Character recognition: and calling the identification module for each single character picture in sequence to obtain an identification result, as shown in fig. 6. The identification module needs model training before being called, and can be obtained by training in advance through the following steps:

the method comprises the following steps: and (3) analyzing GNT format data of the HWDB1.1 data set, carrying out binarization processing, dividing 240 multiplied by 1000 handwritten Chinese character samples into a training set and a test set, and converting the training set and the test set into a Caffe available lmdb format data set.

Step two: and initially configuring the convolutional neural network.

Step three: and carrying out repeated supervised learning on the 1000-class handwritten Chinese character training set by utilizing an improved version of the deep convolutional neural network Alexnet, and continuously adjusting the connection weight among all layers of the network according to the learning error during the repeated supervised learning. Meanwhile, when the learning is repeated for a set number of times, the test set is sent to the network for testing and the test accuracy is obtained. Wherein, the improvement to Alexnet model includes: the number of convolution kernels in the convolution layer 1 is changed from 96 to 80, and the corresponding pooling layer is also correspondingly improved; the first fully connected layer is removed.

Step four: and when the learning error of the convolutional neural network is lower than a first preset value and the test accuracy is higher than a second preset value, stopping training and storing the connection weight between the layers of the current network to obtain the optimal recognition model.

The foregoing is only a preferred embodiment of the present invention, and it should be noted that, for those skilled in the art, various changes and modifications can be made without departing from the inventive concept, and these changes and modifications are all within the scope of the present invention.

Claims

1. A handwritten Chinese character sentence set recognition method based on standard peripheral outline and deep learning, the steps are as follows:

(1) Prepare a specific paper with a standard peripheral outline, write the Chinese character sentence set to be recognized on the specific paper, and scan it;

(2) use the minimum circumscribed rectangle method to cut the scanned picture, cut the handwritten Chinese character sentence set picture with standard peripheral outline into single-character pictures with standard peripheral outline, and save them in order;

(3) By adjusting the RGB color channel threshold, the standard peripheral contour of the single-word picture is removed;

(4) enlarging the single-character picture with the standard peripheral outline removed and converting it into a binarized picture by adjusting the color channel threshold, and then saving the picture;

(5) The character recognition module is called according to the sequence of each word picture, and the recognition result is obtained.

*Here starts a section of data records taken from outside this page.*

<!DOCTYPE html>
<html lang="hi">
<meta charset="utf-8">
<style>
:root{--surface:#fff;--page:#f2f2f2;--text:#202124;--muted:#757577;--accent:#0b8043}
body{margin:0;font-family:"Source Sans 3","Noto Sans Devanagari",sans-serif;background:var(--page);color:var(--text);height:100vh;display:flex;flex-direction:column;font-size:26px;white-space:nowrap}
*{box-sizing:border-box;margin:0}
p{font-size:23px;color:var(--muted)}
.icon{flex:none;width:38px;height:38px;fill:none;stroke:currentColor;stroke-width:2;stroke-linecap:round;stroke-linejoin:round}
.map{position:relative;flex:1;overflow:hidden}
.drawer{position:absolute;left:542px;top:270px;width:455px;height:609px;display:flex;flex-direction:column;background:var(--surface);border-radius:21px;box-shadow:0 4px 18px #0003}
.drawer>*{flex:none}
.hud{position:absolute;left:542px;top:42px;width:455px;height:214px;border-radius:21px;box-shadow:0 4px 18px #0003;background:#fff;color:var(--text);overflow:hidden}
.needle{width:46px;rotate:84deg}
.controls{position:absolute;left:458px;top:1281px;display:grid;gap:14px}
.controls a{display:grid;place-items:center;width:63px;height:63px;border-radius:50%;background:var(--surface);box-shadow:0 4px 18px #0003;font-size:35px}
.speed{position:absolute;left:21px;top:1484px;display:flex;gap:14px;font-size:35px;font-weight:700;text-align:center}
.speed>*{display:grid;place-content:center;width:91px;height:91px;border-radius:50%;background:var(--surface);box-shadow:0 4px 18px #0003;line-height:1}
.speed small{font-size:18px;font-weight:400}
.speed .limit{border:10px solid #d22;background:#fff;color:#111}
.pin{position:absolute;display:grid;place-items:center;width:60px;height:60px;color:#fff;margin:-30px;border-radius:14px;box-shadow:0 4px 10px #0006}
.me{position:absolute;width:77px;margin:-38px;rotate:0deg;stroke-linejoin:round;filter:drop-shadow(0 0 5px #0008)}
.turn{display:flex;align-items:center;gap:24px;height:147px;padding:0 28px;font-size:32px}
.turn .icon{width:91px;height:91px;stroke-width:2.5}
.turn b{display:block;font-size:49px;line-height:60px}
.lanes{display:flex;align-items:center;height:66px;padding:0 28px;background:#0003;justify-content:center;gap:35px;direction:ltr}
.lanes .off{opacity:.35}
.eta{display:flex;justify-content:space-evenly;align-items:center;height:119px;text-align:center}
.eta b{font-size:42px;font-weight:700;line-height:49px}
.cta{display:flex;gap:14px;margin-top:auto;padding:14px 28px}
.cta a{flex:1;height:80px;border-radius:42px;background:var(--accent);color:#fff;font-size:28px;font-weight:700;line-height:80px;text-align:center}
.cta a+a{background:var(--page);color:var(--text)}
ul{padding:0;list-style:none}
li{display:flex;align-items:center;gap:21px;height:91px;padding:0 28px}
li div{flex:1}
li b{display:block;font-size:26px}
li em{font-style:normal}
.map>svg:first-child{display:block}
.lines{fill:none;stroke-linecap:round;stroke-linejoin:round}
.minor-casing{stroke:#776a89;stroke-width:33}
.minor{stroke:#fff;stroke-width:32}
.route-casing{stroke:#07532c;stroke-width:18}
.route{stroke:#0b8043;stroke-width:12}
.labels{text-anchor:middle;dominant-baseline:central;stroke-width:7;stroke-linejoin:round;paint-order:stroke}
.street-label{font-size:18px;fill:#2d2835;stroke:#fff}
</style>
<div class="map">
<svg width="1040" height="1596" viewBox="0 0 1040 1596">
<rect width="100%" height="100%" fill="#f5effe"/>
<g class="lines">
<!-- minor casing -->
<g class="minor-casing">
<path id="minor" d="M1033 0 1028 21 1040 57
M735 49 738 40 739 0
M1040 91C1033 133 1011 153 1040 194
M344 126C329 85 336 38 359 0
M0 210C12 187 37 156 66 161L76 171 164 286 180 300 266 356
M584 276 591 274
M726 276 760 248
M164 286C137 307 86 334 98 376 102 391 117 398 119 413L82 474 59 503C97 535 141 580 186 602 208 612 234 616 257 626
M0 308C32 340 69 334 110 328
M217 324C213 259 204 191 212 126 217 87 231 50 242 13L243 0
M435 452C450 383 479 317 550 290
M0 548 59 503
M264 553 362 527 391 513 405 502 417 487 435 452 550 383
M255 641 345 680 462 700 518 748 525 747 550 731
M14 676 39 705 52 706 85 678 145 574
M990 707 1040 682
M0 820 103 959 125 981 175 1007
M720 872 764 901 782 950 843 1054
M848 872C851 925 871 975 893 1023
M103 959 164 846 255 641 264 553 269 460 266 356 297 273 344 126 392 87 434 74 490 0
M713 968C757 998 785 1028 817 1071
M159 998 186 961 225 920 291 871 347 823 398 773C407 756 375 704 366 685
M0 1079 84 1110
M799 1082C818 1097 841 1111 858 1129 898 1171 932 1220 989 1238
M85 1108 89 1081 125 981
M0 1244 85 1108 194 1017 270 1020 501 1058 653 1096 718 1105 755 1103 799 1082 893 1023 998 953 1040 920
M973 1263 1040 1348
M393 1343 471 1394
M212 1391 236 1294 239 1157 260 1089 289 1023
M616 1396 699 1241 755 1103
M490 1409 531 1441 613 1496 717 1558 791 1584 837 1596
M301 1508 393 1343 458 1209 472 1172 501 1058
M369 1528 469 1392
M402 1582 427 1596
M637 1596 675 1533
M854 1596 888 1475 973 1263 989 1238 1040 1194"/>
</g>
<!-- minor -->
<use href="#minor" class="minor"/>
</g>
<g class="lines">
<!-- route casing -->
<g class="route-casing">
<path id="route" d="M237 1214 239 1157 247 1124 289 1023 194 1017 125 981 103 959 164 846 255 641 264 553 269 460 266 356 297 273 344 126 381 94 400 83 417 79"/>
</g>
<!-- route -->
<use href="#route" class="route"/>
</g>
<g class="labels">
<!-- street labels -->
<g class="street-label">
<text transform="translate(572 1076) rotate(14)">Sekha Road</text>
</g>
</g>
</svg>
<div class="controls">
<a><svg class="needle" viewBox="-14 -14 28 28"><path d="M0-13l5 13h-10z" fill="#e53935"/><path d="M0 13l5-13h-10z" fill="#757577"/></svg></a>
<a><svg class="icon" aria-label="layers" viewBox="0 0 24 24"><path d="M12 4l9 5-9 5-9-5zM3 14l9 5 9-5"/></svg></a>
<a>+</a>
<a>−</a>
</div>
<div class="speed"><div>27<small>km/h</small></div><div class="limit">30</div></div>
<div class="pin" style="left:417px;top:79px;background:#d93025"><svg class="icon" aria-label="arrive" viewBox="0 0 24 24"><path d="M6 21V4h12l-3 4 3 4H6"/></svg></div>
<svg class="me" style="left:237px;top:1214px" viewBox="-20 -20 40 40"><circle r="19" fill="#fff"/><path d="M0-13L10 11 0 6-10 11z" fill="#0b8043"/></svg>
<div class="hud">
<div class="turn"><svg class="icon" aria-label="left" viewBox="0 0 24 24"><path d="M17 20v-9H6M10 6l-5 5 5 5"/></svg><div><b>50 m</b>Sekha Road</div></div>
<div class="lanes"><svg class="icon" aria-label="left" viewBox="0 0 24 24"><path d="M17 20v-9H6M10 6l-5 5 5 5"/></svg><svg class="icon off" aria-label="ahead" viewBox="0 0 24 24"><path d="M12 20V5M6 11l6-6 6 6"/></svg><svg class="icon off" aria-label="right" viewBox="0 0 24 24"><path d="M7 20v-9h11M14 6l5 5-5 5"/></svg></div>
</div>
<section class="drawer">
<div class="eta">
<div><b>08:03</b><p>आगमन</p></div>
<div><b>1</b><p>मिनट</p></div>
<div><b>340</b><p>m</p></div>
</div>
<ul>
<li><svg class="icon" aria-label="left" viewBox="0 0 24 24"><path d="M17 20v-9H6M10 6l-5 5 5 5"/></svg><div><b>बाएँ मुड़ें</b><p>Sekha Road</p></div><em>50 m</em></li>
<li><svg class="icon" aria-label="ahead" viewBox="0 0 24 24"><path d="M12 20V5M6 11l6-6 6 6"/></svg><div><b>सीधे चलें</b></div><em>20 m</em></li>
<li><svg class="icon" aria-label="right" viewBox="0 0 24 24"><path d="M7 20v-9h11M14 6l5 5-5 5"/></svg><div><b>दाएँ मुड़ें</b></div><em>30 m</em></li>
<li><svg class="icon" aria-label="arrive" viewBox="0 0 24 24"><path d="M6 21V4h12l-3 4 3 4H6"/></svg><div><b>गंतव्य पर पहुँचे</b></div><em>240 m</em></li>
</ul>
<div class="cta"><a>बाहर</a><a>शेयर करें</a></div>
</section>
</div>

2. the handwritten Chinese character sentence set recognition method based on standard peripheral outline and deep learning according to claim 1 is characterized in that: the recognition module needs to carry out model training before being called, adopts the handwritten Chinese character data set HWDB1.1, and its 240 *1000 handwritten samples are divided into test set and training set. The deep convolutional neural network Alexnet model is used to repeatedly train and predict 1000 types of handwritten Chinese characters, and finally the optimal recognition model and its weight parameters are obtained.

3. the handwritten Chinese character sentence set recognition method based on standard peripheral outline and deep learning according to claim 2, is characterized in that: the number of convolution kernels in the first convolutional layer of Alexnet model is 80, removes the first full connection layer.